Only had a short look at JMH, looks feasible and could be a future addition - except for "raw data" - but maybe the visualisation tool can work without that - I don't keep the raw samples around, as memory consumption would be prohibitive for many of our tests, so the implementation do linear bucketing (10K buckets, for whatever units that are in use) and falls back on power-of-two buckets for anything outside that range. (opened Investigate supporting JMH format for output · Issue #4 · ordo-one/package-benchmark · GitHub for that)

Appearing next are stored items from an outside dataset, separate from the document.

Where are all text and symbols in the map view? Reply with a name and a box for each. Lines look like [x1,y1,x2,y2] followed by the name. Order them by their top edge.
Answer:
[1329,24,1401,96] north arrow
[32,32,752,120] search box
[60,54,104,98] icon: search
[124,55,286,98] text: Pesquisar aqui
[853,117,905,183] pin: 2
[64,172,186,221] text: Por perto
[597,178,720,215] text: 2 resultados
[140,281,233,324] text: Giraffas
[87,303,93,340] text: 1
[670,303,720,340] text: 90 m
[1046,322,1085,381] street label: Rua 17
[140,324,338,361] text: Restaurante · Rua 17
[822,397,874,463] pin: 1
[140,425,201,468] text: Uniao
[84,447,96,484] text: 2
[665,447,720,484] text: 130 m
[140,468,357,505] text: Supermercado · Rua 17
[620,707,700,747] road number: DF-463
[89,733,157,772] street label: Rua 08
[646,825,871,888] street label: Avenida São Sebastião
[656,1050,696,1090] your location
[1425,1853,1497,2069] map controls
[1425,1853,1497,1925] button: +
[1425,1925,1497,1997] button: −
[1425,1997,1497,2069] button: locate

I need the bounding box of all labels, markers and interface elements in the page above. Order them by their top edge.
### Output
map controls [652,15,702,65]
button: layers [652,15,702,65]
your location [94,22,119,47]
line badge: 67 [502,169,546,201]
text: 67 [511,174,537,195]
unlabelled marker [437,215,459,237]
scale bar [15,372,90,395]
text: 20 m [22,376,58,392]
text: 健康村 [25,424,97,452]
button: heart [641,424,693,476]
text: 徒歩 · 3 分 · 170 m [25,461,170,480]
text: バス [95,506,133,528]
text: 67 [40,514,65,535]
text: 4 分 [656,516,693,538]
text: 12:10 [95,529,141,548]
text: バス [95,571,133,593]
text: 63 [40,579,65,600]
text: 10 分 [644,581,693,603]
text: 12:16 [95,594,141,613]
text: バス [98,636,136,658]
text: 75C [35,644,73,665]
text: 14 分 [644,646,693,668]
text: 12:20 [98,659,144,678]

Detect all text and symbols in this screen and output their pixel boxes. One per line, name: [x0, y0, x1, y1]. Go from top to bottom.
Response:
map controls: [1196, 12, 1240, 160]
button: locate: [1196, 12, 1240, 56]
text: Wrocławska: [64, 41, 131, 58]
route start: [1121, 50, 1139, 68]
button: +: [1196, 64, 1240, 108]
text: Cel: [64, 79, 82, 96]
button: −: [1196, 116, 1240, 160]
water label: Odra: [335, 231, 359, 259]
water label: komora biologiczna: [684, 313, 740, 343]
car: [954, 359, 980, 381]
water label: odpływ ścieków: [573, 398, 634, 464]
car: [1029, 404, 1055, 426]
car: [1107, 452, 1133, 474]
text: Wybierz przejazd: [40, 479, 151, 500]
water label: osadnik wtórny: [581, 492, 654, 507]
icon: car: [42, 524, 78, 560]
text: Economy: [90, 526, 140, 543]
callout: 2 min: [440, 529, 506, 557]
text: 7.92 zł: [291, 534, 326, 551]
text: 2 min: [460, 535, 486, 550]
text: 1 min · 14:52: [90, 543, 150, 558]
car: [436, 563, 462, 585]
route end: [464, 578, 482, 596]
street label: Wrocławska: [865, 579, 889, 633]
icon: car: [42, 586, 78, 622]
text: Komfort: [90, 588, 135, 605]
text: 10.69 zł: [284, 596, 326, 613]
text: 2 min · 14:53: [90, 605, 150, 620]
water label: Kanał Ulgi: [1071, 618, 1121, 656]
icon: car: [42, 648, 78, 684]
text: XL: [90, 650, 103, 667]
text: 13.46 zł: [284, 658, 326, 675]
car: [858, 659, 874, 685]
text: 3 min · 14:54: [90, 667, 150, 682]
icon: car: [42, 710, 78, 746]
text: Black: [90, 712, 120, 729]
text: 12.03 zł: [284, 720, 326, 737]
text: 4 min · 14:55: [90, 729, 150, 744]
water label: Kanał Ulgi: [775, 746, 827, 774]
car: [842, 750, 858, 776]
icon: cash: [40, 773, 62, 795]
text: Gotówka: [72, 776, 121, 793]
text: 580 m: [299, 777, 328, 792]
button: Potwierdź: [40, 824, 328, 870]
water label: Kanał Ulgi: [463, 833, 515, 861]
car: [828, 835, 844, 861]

Yeah, I spent (way too much) time with different approaches, don't remember all the details, but I ran into a few different problems with regard to Swift Argument Parser integration and the protocol approach that I couldn't get working. May revisit later, but couldn't spend more time there at the moment (as the current declaration is similar to e.g. Google benchmark I'd expect it to be fairly acceptable) - it's not truly a result builder, but just faking it with a discardable result init. The good thing is that no special hooks are needed for shared setup, it can just be done outside the Benchmarks themselves and only be run once.
Currently it's running 3 iterations if you want warmup - I don't particularly mind making it configurable, but I'm actually curious if there are any reasons to run more than a few iterations (basically to fill any caches) when using a 'proper' compiled language?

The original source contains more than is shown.